Can you imagine that? What would it be like to see your pastor only four times a year? How can a church survive that? Yet, they did. Many churches served by circuit riding preachers are still around today. How did they do it? Who preached the Word? Who taught Bible study? Who visited and prayed with the sick? Who taught the children? Who did evangelism? Who encouraged people to live out their faith?
Who did the ministry of the church while the pastor was riding the circuit? The people did. The people preached, taught, prayed, evangelized, planned, welcomed, and encouraged. They did the work of the church because they WERE the church. They knew that they had been brought together by Christ to work together for his glory and for building up of the body of Christ.
There were lay preachers who took to the pulpit while the pastor was not there. These sermons often served as Bible study, times for people to hear the Word of God and reflect on its meaning and importance.
There were class leaders who met weekly with their small groups for accountability and encouragement. These were groups made up of all different kinds of people who prayed for one another and encouraged one another to put their faith into practice every day.
There were other leaders who led ministry to the poor, the sick, the newcomer, the grieving, the unemployed. They saw needs in their community and they met them. They found ways for the church to reach out with the love of Christ and make a real difference in people’s lives.
I wonder how we lost that. I know we have many people who serve the church in many ways. We have dedicated and devoted people who are willing to be on committees, cook meals, make banners, and so much more. But it still seems as though something is missing. I get nervous every year when I begin thinking about vacation. How can I be gone for a whole week? Who will preach? Who will visit the sick?
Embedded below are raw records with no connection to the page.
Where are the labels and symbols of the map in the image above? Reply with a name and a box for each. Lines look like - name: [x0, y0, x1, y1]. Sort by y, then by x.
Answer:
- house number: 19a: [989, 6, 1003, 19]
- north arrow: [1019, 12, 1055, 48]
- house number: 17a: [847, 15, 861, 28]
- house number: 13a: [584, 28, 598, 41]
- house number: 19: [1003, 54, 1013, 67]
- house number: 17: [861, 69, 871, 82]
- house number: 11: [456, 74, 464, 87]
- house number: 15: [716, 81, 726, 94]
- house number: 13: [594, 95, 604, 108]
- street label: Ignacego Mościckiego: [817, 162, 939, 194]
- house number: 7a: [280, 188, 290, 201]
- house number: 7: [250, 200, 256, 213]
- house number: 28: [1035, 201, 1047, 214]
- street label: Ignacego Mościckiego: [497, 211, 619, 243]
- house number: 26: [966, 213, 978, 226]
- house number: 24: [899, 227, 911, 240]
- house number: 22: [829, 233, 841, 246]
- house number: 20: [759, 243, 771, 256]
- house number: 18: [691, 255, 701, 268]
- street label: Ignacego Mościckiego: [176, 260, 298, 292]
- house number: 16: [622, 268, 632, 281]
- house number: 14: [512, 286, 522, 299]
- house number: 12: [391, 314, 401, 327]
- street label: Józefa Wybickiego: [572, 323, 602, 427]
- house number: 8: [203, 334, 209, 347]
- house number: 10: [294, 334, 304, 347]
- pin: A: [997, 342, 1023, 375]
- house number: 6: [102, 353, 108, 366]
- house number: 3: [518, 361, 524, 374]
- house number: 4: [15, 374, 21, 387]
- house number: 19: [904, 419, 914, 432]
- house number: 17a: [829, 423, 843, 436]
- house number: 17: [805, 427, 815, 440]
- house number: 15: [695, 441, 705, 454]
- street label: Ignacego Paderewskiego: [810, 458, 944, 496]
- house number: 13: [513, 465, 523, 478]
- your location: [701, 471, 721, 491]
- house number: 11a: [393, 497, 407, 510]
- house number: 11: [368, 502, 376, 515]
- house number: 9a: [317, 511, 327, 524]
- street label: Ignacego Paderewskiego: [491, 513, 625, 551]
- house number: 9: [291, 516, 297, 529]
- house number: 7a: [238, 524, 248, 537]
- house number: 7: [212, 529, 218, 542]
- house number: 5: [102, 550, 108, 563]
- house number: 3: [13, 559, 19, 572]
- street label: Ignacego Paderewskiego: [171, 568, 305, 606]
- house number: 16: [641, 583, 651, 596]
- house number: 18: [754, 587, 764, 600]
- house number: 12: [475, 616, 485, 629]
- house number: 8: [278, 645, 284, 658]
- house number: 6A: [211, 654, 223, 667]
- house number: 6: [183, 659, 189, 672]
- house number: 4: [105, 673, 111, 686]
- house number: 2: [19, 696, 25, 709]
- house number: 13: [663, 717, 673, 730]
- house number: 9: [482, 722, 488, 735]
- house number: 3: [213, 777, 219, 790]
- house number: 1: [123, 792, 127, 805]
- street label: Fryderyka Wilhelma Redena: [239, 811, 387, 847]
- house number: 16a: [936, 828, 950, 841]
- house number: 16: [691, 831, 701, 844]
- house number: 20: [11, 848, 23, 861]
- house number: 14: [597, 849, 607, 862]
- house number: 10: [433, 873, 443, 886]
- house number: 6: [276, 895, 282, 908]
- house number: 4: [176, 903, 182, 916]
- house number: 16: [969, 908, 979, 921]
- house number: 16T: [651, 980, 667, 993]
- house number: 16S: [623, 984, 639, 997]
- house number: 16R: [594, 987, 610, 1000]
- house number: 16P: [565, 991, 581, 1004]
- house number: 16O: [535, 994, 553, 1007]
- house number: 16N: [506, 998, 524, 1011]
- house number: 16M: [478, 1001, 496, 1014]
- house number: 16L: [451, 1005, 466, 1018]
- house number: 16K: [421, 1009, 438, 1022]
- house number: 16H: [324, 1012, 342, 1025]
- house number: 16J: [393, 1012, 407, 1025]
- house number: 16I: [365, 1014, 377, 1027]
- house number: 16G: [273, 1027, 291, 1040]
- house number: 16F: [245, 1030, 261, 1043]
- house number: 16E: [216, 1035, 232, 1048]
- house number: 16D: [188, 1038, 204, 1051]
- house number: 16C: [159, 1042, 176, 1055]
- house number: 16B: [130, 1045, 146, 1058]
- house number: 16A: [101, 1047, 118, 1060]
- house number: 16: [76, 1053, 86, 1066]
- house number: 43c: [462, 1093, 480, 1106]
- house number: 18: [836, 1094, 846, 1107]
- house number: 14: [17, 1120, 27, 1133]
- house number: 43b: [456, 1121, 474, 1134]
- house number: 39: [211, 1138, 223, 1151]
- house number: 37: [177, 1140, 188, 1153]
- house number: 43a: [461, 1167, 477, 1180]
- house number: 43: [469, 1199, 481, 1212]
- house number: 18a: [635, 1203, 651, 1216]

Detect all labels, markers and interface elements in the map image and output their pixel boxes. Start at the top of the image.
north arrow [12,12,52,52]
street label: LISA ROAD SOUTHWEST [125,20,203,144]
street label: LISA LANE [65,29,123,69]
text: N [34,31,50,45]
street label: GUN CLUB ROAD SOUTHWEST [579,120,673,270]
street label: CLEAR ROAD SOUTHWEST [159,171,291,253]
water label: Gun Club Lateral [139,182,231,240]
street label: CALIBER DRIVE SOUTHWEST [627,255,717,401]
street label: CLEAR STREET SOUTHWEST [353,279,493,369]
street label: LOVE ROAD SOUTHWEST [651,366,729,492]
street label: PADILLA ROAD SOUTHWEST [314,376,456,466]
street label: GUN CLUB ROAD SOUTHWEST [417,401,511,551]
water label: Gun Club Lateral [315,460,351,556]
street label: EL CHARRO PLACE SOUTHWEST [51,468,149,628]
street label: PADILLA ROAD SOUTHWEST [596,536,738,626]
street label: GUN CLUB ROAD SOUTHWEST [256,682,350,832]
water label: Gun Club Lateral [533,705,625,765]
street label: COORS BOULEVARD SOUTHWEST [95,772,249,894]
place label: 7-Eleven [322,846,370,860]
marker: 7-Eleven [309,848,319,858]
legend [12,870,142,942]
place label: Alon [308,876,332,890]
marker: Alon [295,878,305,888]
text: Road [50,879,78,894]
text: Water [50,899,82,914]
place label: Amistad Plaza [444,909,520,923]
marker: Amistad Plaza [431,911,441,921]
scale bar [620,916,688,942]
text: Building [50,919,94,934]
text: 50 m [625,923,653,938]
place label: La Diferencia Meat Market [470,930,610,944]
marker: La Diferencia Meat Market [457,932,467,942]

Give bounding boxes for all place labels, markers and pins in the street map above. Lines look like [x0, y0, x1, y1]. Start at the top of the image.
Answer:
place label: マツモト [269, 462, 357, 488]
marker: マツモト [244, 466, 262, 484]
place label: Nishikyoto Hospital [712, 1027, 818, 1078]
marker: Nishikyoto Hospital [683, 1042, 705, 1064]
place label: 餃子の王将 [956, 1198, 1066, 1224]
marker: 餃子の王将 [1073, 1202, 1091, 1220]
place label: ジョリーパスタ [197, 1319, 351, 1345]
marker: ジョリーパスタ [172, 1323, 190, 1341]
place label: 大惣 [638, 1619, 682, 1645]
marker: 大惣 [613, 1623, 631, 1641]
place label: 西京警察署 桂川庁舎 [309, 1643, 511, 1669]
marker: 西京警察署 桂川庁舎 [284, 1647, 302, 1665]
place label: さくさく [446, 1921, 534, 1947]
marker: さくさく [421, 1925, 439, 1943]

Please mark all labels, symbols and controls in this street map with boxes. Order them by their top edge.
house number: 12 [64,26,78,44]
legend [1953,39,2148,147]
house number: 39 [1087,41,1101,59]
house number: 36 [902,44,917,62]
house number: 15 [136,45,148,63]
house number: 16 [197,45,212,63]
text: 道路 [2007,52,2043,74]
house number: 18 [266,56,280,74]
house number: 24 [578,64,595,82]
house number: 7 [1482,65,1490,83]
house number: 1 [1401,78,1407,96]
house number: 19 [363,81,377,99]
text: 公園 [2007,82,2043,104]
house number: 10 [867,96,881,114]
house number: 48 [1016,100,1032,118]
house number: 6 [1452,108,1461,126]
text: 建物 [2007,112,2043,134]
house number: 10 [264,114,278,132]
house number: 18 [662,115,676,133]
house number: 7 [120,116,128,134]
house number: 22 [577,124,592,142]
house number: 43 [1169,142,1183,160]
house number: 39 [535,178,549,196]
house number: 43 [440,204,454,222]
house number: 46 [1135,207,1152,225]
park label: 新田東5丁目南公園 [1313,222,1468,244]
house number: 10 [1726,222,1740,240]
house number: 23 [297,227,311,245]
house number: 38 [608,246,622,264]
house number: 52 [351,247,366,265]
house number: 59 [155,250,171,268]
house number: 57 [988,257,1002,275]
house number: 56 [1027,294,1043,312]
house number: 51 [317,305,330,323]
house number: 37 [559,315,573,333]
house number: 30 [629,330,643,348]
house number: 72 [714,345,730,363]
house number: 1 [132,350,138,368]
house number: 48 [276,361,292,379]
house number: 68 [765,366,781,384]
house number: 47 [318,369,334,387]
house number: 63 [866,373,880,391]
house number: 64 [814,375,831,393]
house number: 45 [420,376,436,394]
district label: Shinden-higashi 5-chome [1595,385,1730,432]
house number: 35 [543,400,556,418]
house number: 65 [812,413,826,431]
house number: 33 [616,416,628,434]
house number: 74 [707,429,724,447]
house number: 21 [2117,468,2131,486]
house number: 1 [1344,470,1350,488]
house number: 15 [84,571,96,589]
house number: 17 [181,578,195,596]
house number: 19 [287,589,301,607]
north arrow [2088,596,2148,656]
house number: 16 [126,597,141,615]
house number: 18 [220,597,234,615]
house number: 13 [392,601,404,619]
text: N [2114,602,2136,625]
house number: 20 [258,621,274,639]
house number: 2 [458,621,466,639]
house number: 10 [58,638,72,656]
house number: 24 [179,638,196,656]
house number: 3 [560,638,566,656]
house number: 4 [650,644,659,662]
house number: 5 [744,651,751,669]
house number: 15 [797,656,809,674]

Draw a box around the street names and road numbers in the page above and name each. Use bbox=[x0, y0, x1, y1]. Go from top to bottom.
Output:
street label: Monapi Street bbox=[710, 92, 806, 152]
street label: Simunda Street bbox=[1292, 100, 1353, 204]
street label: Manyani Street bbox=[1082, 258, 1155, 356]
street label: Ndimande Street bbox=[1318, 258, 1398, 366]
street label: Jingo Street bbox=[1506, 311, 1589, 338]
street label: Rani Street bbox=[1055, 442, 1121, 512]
What happens if there is a funeral?
In my opinion, two things have brought us from where we were to where we are. We pastors have convinced ourselves that the church could not possibly survive without us. We are supposed to be doing everything. We tell ourselves, “I have been called to preach the Word, visit the sick, take care of people. I must do it ALL!”
In that same vein, the laity have asked for more professionals. We want to pay ministers to do the ministry for us: youth ministers, music ministers, children’s ministers, seniors ministers, and the list goes on.
We all have forgotten, at one time or another, that we are the church. The pastor is not the only minister in the church. The staff are not the only ministers in the church. The church is full of people called to ministry. Everyday, ordinary people are called to be ministers, teaching Sunday school, preaching the Word, calling on the sick and homebound, sharing the Good News with neighbors and friends.
Where do you hear God calling you to be in ministry? How is Christ asking you to serve? Where will you be the church in our community right now?